*DATA SECTION:*
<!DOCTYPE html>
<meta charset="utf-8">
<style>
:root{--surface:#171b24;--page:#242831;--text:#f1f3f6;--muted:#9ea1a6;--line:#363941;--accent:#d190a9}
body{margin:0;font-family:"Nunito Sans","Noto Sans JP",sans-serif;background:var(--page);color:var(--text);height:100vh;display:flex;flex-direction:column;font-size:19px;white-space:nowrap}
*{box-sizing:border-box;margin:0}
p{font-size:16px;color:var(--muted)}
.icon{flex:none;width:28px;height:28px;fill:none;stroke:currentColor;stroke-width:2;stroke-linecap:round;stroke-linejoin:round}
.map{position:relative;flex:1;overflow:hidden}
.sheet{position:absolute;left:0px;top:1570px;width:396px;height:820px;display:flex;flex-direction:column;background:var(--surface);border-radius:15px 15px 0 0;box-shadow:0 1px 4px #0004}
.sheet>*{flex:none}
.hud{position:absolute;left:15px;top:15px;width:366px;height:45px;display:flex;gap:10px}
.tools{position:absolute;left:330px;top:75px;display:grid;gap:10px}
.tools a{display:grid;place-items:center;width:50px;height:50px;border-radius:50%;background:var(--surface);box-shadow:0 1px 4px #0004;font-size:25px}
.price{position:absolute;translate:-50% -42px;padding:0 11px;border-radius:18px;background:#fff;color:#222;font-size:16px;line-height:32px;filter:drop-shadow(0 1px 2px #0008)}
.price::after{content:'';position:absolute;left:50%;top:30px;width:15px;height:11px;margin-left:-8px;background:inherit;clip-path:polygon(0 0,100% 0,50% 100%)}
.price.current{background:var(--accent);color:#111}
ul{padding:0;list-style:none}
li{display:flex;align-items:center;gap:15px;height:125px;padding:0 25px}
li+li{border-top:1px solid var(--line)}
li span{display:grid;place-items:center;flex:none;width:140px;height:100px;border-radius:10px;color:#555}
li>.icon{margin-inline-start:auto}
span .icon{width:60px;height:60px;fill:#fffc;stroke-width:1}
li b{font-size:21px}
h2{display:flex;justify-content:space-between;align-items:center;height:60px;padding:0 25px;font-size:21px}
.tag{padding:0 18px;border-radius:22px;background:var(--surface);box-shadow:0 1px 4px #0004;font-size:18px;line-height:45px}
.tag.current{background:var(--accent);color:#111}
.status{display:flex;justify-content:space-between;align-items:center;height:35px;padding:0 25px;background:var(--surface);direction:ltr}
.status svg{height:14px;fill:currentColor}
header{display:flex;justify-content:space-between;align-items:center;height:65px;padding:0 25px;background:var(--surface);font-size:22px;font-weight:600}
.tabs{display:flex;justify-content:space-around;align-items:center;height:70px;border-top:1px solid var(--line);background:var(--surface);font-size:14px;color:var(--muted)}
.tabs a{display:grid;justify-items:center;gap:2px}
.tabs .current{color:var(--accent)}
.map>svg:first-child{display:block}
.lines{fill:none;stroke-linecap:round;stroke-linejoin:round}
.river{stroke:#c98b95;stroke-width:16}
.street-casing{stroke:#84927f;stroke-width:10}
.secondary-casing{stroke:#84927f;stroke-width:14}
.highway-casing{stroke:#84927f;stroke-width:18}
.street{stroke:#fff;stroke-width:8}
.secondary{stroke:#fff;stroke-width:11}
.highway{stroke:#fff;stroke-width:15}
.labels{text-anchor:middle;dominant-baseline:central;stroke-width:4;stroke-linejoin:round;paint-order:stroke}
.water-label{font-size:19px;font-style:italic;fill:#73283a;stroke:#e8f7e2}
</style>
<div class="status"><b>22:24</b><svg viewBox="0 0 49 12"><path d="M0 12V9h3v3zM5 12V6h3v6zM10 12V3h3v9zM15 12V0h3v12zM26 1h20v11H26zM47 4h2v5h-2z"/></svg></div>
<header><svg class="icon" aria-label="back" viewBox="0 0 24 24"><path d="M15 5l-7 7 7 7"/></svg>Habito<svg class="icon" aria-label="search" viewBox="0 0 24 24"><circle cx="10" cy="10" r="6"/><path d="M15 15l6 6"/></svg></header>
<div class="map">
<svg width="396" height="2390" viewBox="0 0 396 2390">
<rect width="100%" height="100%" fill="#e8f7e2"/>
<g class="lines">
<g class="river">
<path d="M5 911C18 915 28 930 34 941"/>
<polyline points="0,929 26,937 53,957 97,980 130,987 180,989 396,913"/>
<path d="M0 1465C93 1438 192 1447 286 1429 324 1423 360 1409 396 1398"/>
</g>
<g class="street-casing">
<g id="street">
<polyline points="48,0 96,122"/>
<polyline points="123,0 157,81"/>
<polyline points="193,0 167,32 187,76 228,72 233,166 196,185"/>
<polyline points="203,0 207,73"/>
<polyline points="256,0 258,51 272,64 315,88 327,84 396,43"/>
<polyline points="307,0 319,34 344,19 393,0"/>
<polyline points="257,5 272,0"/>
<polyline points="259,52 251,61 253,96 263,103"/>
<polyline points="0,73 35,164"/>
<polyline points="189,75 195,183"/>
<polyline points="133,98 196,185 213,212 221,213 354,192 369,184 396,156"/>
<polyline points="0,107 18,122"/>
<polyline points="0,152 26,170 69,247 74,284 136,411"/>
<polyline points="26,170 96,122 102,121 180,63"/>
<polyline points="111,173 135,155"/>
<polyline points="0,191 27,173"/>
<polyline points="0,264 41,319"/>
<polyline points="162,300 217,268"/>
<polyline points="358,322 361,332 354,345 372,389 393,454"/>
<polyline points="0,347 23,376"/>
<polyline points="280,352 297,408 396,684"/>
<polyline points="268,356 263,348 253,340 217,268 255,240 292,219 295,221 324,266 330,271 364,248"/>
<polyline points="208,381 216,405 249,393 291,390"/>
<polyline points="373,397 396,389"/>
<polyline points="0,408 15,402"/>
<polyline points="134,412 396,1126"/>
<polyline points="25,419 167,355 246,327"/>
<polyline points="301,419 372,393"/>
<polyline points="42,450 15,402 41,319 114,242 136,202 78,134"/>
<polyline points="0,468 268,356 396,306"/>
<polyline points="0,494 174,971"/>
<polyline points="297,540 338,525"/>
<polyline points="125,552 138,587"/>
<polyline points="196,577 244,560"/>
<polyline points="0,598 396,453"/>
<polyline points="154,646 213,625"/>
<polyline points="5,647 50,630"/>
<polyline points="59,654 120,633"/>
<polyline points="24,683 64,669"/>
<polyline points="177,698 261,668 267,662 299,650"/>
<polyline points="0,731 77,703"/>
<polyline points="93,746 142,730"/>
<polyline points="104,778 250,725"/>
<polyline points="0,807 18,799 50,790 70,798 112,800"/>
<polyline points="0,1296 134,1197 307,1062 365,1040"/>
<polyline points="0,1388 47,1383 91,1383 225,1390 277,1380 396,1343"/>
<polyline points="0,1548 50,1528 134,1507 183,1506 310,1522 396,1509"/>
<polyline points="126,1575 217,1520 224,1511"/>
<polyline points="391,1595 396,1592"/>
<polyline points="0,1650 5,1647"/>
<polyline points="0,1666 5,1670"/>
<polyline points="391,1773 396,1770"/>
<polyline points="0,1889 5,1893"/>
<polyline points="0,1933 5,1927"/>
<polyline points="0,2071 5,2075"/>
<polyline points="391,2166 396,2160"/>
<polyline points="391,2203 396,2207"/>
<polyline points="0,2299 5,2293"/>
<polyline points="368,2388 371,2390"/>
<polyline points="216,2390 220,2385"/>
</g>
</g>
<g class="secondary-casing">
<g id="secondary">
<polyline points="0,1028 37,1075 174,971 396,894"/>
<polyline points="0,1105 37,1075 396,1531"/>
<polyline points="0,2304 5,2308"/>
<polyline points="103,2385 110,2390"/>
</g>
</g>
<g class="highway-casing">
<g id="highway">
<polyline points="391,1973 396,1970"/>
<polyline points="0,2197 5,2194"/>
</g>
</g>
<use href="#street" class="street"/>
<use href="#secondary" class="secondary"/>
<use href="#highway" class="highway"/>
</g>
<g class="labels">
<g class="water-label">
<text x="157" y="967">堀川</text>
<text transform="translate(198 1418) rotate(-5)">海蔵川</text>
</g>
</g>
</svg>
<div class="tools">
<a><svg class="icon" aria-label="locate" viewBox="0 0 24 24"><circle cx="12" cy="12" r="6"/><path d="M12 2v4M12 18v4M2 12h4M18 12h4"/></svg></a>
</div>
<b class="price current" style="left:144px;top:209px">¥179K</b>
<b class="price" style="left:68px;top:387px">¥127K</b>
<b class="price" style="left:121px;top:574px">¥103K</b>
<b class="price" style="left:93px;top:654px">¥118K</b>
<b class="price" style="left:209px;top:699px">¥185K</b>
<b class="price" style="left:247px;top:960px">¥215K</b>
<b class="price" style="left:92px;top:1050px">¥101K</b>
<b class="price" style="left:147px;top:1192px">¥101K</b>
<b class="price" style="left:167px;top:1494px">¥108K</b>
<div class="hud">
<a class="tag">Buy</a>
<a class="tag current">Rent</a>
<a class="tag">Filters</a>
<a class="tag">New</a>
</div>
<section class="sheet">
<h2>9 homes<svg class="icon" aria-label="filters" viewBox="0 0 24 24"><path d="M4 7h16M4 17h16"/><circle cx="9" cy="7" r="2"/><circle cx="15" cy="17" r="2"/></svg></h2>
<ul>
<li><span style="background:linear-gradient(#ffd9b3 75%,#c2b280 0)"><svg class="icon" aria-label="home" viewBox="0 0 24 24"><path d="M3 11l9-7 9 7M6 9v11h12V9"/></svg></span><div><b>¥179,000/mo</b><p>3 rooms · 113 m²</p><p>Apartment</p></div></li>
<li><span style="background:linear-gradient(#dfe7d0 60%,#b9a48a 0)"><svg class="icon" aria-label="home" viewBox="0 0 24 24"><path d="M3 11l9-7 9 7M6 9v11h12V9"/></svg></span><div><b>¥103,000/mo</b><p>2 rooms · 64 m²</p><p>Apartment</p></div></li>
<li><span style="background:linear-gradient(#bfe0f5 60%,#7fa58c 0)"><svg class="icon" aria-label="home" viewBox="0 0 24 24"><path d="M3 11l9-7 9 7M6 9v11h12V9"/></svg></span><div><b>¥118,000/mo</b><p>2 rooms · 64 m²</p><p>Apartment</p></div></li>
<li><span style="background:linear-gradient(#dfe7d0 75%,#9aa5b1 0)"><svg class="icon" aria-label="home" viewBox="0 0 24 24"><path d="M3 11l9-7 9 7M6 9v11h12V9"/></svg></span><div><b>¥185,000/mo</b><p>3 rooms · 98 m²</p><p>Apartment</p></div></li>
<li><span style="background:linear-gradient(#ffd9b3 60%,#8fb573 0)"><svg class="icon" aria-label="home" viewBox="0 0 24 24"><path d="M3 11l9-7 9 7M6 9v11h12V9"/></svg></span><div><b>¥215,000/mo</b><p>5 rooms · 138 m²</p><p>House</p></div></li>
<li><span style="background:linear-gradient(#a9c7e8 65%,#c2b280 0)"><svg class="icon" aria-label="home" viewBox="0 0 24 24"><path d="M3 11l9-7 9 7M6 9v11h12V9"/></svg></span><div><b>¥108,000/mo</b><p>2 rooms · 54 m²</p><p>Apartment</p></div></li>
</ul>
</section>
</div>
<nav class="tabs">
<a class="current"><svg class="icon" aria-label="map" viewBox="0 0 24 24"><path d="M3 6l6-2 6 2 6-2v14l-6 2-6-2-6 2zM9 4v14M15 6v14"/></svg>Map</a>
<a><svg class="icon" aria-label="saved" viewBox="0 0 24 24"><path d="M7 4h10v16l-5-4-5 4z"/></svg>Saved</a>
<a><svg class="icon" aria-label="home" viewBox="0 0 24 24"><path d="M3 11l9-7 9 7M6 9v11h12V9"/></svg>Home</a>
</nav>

*EXERCISE GOAL:*
Please report every line in the entries above that holds the string "labels".

*ANSWER TO THIS EXERCISE:*
.labels{text-anchor:middle;dominant-baseline:central;stroke-width:4;stroke-linejoin:round;paint-order:stroke}
<g class="labels">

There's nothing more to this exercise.